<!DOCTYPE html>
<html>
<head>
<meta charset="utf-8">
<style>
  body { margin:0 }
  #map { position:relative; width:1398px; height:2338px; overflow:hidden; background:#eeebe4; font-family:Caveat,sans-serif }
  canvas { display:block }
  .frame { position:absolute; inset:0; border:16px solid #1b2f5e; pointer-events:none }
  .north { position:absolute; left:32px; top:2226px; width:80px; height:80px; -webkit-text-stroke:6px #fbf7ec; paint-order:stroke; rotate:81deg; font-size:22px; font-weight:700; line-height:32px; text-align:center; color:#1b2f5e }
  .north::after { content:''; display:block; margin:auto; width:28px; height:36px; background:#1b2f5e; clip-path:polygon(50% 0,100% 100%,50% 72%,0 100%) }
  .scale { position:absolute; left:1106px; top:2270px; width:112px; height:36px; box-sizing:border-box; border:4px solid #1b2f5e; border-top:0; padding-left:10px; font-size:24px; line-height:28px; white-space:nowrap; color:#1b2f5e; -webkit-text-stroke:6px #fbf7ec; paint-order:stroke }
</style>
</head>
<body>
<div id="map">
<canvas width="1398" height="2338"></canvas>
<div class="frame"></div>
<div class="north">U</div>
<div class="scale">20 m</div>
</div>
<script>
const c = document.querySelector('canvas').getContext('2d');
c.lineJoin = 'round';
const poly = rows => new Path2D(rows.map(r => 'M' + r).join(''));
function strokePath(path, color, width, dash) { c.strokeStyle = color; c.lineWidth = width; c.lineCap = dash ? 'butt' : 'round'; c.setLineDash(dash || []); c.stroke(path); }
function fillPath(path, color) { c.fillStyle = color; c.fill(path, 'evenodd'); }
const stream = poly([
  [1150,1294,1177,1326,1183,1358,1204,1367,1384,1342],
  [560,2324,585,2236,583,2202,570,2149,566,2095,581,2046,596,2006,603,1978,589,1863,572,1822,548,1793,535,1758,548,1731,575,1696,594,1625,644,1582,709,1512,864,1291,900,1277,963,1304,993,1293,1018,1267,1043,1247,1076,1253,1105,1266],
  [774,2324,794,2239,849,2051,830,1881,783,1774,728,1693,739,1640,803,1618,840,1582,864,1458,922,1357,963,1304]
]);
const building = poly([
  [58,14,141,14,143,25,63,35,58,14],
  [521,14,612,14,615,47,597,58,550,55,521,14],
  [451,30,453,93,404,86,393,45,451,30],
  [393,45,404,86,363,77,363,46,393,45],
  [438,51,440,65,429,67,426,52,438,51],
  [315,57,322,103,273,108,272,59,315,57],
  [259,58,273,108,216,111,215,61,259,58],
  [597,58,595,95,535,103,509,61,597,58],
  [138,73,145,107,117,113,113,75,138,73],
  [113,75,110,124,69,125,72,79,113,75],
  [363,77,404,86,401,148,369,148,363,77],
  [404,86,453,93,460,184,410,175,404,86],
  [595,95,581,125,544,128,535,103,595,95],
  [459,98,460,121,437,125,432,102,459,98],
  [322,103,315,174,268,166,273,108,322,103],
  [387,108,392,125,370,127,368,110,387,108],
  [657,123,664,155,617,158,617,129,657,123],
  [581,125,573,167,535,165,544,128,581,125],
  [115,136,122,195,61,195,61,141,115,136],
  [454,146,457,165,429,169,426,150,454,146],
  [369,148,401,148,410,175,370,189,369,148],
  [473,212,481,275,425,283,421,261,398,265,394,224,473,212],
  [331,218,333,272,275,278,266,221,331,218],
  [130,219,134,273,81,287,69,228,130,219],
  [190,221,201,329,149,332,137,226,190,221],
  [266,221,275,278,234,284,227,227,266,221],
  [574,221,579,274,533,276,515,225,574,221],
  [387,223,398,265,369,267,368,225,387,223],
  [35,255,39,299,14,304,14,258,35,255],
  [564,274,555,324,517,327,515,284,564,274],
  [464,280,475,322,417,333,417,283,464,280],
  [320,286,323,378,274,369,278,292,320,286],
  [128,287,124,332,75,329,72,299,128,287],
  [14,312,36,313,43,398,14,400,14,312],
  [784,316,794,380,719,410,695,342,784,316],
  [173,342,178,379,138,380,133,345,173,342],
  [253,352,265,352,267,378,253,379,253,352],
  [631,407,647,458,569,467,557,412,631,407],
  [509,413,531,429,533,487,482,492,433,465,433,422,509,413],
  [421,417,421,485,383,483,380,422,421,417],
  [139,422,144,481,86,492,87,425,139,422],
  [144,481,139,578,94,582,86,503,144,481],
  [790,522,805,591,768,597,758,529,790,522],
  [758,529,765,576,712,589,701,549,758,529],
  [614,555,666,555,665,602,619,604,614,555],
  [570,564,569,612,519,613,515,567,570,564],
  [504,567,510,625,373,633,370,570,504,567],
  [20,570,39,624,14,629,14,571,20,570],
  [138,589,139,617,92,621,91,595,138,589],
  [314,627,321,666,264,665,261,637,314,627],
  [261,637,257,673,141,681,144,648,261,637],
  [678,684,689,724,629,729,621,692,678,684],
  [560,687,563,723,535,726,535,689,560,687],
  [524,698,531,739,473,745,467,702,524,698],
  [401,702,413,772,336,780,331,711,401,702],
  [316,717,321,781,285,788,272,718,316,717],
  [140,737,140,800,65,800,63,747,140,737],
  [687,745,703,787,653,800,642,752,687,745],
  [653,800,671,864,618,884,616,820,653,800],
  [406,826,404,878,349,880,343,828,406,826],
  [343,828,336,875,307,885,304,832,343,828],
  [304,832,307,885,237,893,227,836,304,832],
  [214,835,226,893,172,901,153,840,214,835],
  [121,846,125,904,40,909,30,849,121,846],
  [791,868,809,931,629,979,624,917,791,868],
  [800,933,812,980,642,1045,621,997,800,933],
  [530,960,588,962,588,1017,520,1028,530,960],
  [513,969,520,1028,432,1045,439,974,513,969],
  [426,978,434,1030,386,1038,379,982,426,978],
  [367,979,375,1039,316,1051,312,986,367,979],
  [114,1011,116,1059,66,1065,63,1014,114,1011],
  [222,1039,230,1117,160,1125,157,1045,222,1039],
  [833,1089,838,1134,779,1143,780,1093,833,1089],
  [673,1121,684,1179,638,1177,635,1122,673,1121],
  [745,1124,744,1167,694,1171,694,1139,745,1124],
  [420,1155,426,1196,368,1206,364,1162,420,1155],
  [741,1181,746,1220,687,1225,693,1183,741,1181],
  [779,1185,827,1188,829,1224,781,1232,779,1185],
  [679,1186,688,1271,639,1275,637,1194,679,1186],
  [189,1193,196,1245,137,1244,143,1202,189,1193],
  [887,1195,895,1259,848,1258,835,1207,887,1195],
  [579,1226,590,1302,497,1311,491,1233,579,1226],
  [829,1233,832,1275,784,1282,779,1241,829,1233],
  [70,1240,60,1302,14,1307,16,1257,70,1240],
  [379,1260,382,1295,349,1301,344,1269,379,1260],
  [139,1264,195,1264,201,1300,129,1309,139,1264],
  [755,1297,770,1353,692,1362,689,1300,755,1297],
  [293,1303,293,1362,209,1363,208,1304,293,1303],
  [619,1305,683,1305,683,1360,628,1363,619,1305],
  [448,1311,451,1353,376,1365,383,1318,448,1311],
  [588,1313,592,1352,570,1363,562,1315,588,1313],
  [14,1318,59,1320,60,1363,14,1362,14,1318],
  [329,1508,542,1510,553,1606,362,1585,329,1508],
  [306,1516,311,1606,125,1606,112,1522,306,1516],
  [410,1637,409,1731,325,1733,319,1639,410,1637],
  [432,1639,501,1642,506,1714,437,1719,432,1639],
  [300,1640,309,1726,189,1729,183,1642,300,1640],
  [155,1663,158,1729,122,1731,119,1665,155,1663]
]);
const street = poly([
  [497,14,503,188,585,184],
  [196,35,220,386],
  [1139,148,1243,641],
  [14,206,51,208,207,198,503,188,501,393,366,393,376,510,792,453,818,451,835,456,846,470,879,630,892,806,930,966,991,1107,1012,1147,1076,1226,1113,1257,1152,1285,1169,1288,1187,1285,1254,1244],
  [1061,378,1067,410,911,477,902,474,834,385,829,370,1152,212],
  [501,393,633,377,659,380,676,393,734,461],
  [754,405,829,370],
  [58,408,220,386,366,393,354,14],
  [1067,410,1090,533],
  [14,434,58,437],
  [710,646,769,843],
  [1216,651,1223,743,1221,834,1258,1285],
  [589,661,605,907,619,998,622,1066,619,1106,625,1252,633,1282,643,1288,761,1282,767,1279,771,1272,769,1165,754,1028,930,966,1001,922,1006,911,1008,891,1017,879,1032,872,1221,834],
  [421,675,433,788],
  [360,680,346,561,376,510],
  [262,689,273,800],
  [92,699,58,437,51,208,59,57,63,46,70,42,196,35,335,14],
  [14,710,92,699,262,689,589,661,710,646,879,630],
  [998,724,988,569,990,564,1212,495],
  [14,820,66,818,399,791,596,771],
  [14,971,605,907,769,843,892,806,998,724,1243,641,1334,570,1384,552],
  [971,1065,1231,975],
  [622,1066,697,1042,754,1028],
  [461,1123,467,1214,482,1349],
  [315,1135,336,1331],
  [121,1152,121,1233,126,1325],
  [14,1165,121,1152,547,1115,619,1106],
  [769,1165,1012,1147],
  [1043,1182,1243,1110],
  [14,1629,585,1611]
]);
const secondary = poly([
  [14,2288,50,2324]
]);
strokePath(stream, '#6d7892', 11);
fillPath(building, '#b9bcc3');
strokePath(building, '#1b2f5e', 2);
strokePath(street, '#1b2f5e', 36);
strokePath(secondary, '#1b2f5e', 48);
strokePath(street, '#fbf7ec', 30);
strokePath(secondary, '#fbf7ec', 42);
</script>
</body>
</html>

Exercise details:
Scan the material above. Return every line containing the string "building".

Response:
const building = poly([
fillPath(building, '#b9bcc3');
strokePath(building, '#1b2f5e', 2);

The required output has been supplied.